━━━━━ Study material ━━━━━

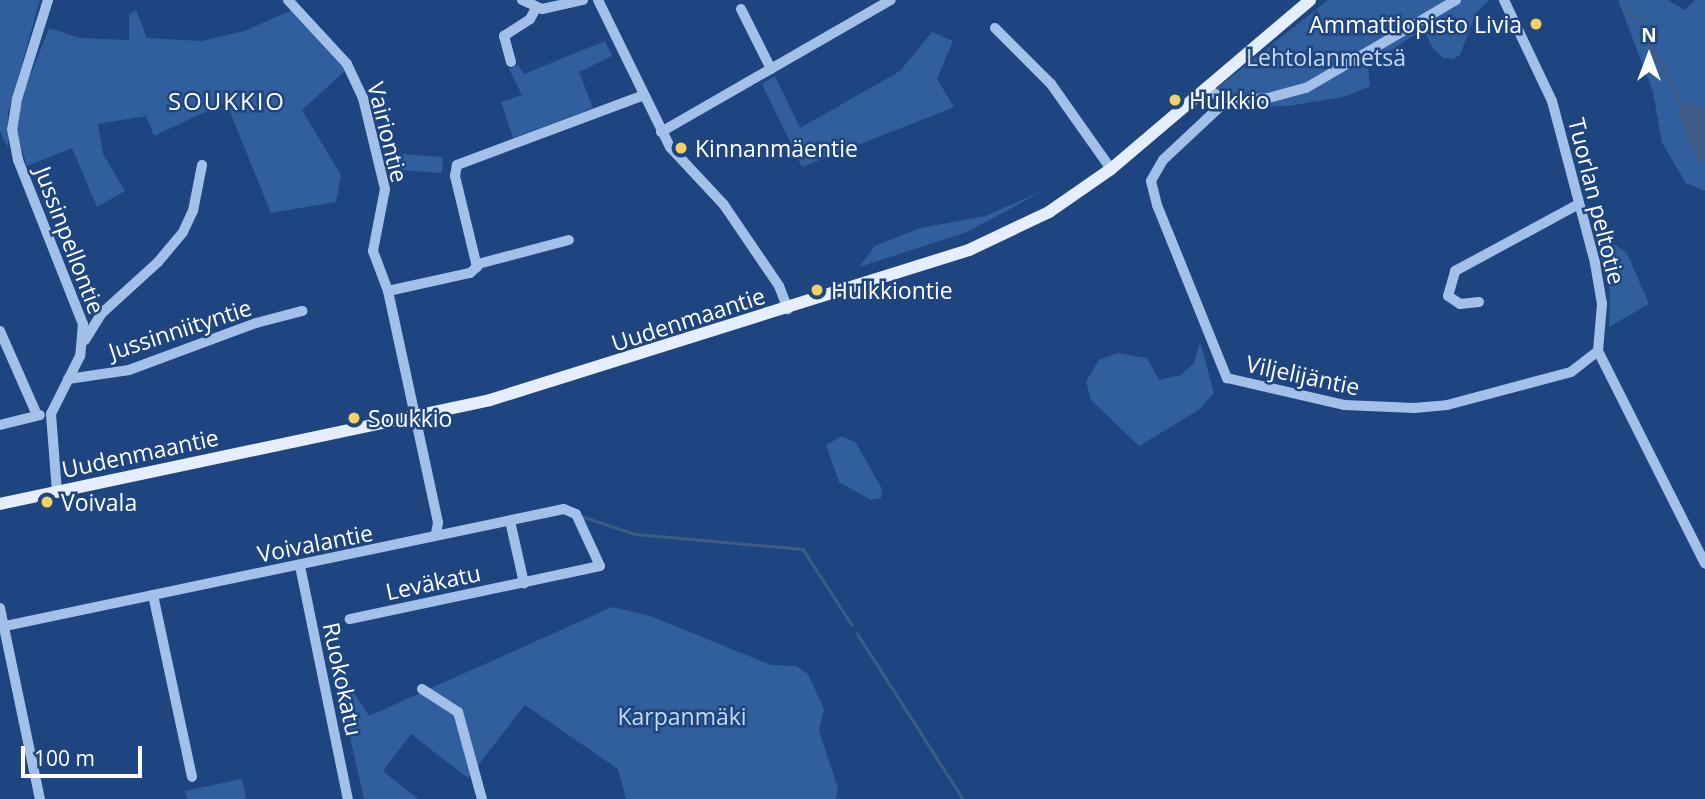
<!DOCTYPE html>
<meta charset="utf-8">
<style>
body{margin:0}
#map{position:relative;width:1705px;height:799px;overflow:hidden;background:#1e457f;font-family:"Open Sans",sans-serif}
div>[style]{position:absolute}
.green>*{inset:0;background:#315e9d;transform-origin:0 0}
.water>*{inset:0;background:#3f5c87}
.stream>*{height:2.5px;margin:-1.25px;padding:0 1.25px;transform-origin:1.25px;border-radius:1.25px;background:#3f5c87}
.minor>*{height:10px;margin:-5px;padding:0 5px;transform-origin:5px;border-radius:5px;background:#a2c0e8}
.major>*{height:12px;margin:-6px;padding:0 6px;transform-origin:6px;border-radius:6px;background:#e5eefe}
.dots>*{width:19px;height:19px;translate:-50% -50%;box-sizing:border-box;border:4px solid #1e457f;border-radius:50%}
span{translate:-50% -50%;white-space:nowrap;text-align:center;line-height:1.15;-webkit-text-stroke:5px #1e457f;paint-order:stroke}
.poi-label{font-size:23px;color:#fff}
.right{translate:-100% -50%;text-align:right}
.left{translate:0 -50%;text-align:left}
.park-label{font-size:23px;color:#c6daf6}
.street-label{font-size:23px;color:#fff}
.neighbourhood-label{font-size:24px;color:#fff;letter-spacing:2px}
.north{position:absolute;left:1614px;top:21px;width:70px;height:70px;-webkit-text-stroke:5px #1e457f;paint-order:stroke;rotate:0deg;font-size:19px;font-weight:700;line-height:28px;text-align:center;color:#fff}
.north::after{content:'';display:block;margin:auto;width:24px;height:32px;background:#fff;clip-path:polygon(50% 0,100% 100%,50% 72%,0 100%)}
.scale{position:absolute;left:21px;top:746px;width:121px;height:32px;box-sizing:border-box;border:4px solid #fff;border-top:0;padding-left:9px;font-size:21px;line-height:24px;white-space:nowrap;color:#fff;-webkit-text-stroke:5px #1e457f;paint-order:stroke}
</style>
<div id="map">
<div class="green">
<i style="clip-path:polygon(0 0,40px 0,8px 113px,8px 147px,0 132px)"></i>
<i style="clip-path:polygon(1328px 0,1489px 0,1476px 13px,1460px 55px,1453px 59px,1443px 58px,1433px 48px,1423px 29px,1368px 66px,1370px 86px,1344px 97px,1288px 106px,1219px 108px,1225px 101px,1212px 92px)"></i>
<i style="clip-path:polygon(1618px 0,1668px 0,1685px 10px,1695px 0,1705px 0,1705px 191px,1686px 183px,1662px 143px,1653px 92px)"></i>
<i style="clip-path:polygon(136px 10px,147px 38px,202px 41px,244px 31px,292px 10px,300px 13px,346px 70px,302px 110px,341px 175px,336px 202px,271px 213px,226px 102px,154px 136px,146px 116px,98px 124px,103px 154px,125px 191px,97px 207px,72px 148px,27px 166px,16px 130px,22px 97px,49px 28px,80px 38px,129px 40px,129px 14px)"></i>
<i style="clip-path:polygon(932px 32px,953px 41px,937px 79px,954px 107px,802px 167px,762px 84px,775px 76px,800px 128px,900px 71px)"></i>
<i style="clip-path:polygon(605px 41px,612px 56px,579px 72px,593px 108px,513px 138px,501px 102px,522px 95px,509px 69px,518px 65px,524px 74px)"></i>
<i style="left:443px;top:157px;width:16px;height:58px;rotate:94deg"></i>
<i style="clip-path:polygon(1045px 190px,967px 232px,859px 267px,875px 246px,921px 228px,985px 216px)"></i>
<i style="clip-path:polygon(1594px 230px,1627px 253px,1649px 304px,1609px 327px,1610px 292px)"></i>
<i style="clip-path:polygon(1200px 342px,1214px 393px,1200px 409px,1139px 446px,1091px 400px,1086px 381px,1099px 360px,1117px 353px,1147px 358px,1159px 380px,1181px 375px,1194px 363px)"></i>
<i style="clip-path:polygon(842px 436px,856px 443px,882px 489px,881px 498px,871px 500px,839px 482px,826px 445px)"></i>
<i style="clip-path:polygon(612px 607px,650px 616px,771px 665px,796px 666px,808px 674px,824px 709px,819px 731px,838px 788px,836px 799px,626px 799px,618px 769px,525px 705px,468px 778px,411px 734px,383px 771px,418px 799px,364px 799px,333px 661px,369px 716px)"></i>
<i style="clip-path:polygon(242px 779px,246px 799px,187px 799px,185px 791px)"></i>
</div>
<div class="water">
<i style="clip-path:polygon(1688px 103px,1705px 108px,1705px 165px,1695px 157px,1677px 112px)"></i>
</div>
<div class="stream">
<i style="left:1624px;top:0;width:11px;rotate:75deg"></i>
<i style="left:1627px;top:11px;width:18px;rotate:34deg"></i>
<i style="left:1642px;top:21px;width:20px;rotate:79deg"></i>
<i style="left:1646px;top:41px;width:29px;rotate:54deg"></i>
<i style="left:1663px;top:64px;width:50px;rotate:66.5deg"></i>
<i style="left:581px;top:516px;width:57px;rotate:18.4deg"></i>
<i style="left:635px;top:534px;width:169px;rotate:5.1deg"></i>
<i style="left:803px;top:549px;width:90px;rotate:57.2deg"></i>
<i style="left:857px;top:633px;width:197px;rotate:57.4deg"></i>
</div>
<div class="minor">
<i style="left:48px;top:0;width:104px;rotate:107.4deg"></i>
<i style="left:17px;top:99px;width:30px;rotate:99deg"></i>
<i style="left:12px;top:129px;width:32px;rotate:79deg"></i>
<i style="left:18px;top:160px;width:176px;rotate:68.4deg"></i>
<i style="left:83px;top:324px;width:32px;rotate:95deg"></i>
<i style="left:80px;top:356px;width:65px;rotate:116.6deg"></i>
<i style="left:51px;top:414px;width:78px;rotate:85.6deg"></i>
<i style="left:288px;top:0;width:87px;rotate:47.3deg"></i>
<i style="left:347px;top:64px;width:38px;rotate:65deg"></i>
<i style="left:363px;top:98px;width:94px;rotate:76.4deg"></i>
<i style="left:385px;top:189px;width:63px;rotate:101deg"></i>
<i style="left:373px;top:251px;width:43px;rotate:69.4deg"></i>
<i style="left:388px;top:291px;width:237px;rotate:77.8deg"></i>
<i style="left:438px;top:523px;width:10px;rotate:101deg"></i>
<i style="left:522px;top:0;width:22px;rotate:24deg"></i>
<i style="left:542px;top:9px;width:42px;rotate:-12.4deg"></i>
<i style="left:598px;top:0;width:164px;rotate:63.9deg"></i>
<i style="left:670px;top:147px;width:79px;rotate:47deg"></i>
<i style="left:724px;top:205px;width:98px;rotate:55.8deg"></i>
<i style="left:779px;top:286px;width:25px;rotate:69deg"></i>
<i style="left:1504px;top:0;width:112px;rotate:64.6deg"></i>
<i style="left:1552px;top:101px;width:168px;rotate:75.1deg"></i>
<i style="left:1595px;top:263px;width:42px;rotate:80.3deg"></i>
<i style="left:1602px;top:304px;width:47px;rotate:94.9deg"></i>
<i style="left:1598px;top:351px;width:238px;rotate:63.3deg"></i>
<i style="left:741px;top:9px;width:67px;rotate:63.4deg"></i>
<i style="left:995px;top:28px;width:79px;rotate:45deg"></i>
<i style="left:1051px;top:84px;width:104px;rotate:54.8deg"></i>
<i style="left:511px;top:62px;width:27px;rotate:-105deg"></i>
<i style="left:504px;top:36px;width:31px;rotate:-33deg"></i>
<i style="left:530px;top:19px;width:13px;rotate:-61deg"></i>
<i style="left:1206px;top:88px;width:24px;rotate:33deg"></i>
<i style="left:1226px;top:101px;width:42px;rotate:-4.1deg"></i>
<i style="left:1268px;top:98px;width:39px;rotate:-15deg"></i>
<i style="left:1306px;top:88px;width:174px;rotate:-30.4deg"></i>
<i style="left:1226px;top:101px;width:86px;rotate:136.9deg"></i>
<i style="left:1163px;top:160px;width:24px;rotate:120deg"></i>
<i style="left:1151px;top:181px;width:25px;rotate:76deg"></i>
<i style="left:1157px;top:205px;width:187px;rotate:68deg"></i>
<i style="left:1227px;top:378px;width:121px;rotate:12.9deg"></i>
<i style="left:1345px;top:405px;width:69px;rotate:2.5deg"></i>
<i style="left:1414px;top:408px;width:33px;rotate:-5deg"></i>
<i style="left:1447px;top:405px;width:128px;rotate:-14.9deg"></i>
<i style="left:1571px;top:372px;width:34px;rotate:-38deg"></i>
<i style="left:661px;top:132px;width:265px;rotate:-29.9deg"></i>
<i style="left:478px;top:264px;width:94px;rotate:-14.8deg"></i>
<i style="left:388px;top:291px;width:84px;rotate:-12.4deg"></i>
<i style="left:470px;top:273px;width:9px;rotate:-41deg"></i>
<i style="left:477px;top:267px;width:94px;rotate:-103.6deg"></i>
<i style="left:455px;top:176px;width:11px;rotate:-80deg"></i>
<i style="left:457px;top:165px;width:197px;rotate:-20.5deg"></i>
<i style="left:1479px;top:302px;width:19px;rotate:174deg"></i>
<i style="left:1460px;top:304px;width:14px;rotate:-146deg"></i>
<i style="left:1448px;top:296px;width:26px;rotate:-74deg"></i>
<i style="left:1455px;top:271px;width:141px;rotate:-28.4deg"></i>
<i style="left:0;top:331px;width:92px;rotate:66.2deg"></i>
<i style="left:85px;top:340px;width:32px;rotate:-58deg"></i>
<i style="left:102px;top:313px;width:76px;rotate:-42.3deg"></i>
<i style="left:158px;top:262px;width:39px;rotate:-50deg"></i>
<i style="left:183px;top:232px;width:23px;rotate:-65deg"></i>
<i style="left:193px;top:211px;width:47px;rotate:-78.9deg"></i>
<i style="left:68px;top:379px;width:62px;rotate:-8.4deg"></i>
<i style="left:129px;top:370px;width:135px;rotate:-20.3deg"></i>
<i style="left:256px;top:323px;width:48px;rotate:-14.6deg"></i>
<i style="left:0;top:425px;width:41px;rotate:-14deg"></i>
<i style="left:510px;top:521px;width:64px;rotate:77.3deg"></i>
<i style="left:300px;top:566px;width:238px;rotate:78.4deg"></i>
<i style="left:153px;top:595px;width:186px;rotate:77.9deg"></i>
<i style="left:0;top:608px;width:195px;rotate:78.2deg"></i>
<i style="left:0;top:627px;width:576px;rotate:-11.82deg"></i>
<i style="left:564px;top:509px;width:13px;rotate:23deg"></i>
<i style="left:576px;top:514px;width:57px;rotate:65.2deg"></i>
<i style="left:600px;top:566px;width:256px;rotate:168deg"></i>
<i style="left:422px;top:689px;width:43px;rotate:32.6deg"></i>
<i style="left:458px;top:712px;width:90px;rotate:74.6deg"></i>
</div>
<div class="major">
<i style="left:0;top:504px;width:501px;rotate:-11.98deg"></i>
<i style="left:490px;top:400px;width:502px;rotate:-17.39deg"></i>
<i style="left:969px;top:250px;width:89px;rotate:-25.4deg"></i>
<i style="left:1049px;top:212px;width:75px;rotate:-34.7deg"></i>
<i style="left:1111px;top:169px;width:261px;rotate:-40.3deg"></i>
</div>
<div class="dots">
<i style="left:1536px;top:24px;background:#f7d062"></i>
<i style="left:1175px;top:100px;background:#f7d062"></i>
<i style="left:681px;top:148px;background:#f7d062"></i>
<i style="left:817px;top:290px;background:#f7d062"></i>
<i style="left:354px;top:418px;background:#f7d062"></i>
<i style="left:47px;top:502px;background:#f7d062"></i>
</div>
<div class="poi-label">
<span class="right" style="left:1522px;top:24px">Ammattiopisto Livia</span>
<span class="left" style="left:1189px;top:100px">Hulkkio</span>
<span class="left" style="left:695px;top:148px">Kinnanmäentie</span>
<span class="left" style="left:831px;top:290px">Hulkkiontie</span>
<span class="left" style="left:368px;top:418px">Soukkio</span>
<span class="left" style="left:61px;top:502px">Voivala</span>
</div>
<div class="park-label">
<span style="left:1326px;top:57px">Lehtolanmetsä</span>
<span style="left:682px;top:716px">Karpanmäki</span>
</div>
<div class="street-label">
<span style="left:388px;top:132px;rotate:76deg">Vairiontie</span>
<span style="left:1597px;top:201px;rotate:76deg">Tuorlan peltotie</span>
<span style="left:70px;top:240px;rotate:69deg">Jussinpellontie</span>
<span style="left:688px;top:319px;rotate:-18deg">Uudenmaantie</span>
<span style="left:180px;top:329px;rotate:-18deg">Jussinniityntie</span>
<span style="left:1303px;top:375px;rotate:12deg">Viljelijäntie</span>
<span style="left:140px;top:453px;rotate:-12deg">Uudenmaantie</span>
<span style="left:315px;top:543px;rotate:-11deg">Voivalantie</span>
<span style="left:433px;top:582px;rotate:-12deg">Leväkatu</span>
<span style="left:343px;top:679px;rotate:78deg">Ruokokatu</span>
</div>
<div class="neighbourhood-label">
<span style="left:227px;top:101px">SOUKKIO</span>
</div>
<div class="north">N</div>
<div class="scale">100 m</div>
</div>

━━━━━

*Task details:* Copy each line above that has the word "stream".

*Task result:*
.stream>*{height:2.5px;margin:-1.25px;padding:0 1.25px;transform-origin:1.25px;border-radius:1.25px;background:#3f5c87}
<div class="stream">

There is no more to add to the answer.